Jednak były doradca Bidena powiedział Axios, innemu serwisowi informacyjnemu, że Harris szuka wymówek.
„Jak wydałeś miliard dolarów i nie wygrałeś?” – powiedział doradca, dodając przekleństwo.
Nienazwany były doradca Bidena powiedział w tym tygodniu Politico, że doradcy byłego prezydenta Baracka Obamy są winni, ponieważ „publicznie zachęcali Demokratów do konfliktów wewnętrznych w celu wypchnięcia Joe Bidena, a nawet nie chcieli, aby Kamala Harris była kandydatką”.
Demokrata, senator ze Pensylwanii John Fetterman, za porażkę w wyborach obwinił tych, którzy spiskowali mający na celu obalenie Bidena.
„Ci, którzy zdecydowali się i ruszyli, by złamać Bidena, a potem uzyskali wybory, jakich chcieli, powinni być świadomi ich wyniku i skutków” – powiedział w wywiadzie dla politycznego serwisu Semafor.
Kongresman Tom Suozzi, kongresman Partii Demokratycznej w Nowym Jorku, powiedział, że przegrana w wyborach była częściowo spowodowana skupieniem się partii na „poprawności politycznej”.
Powiedział, że partia z trudem przeciwdziałała republikańskim atakom na „anarchię na kampusach uniwersyteckich, przeciwstawiając się finansowaniu policji, biologicznym chłopcom uprawiającym sport dla dziewcząt oraz ogólnemu atakowi na tradycyjne wartości”.
Ritchie Torres, inny kongresman Demokratów z Nowego Jorku, zamieścił post na X, dawniej Twitterze, w którym obwinia „skrajną lewicę”.
Powiedział, że radykałom w partii „udało się zniechęcić historyczną liczbę Latynosów, Czarnych, Azjatów i Żydów do Partii Demokratycznej za pomocą absurdów takich jak «Odstraszyć policję», «Od rzeki do morza» czy «Latynosów»”.

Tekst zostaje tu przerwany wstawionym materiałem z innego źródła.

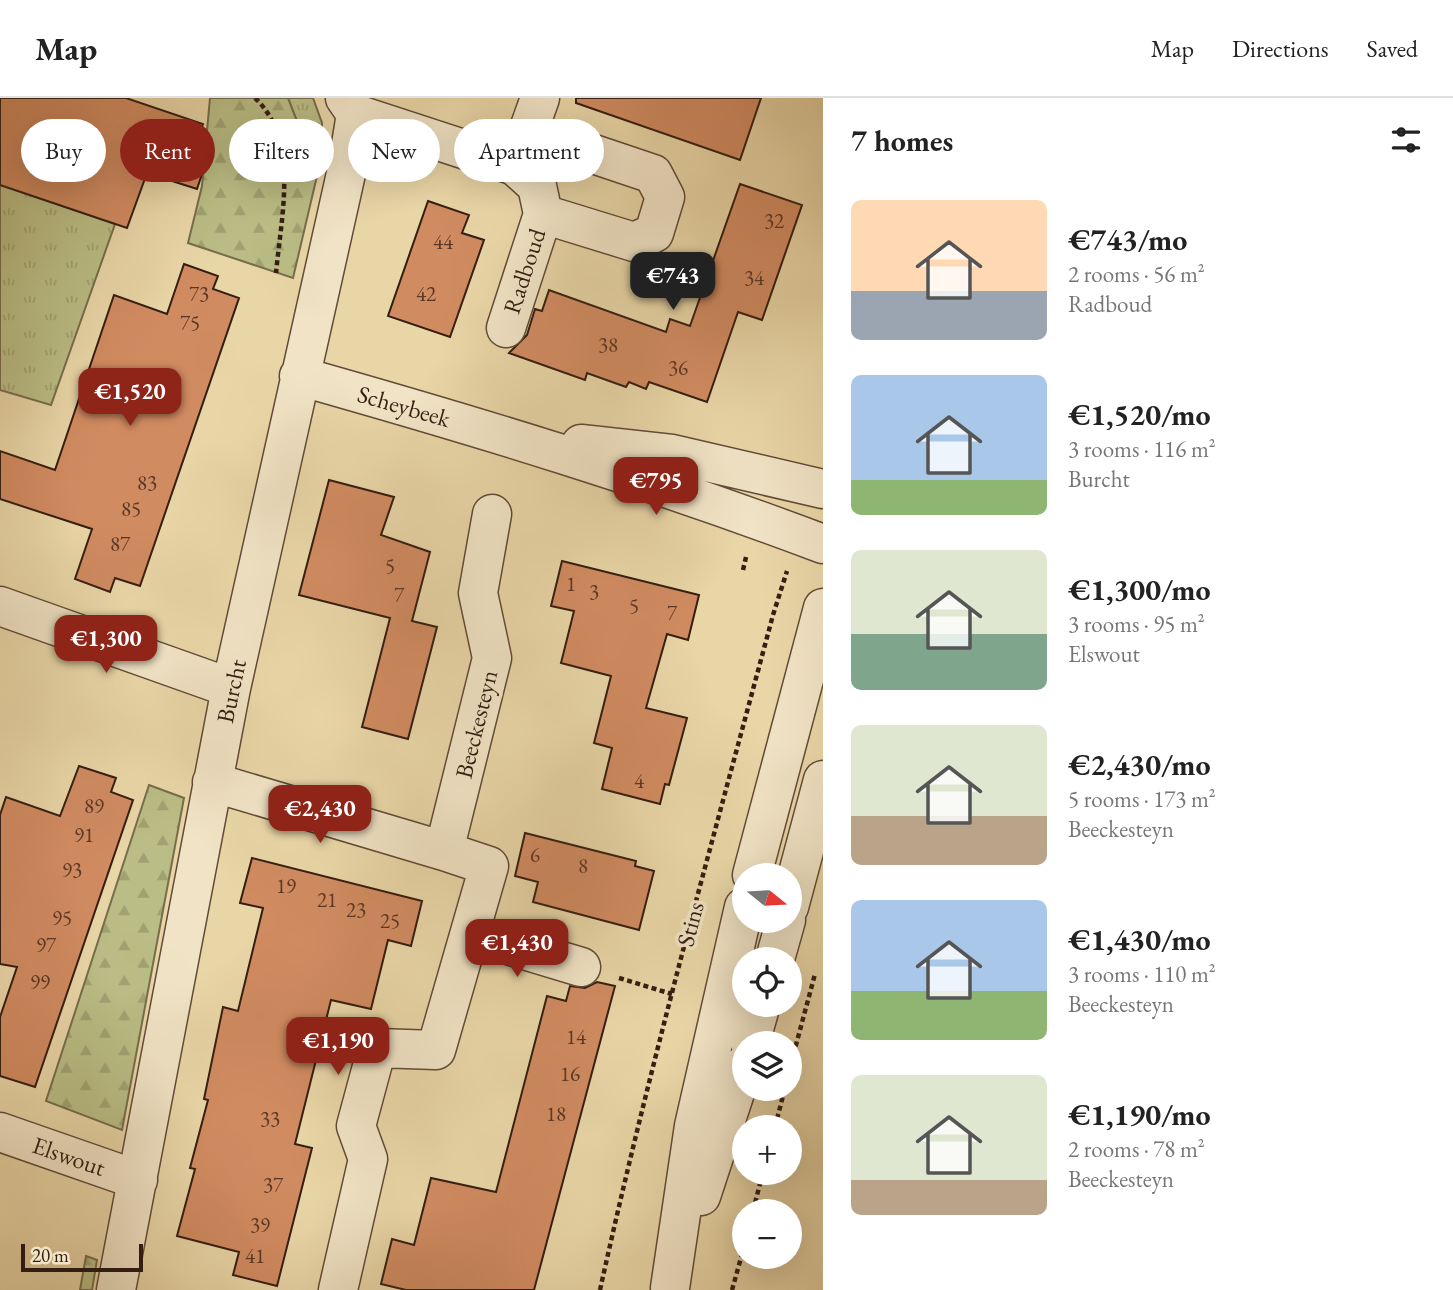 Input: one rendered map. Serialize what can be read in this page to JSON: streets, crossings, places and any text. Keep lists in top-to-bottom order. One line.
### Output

Niezależny senator Bernie Sanders, który w latach 2016 i 2020 kandydował na prezydenta z ramienia Partii Demokratycznej, w długim oświadczeniu oskarżył partię o porzucanie ludzi pracy.
„Podczas gdy przywódcy Demokratów bronią status quo, naród amerykański jest wściekły i chce zmian” – napisał. – I mają rację.
Argumentował, że Demokraci prawdopodobnie nie wyciągną wniosków z wyniku wyborów.
Jednak przewodniczący Komitetu Narodowego Demokratów, Jaime Harrison, odpowiedział w programie X, że oskarżenie Sandersa było „zwykle bzdurą”.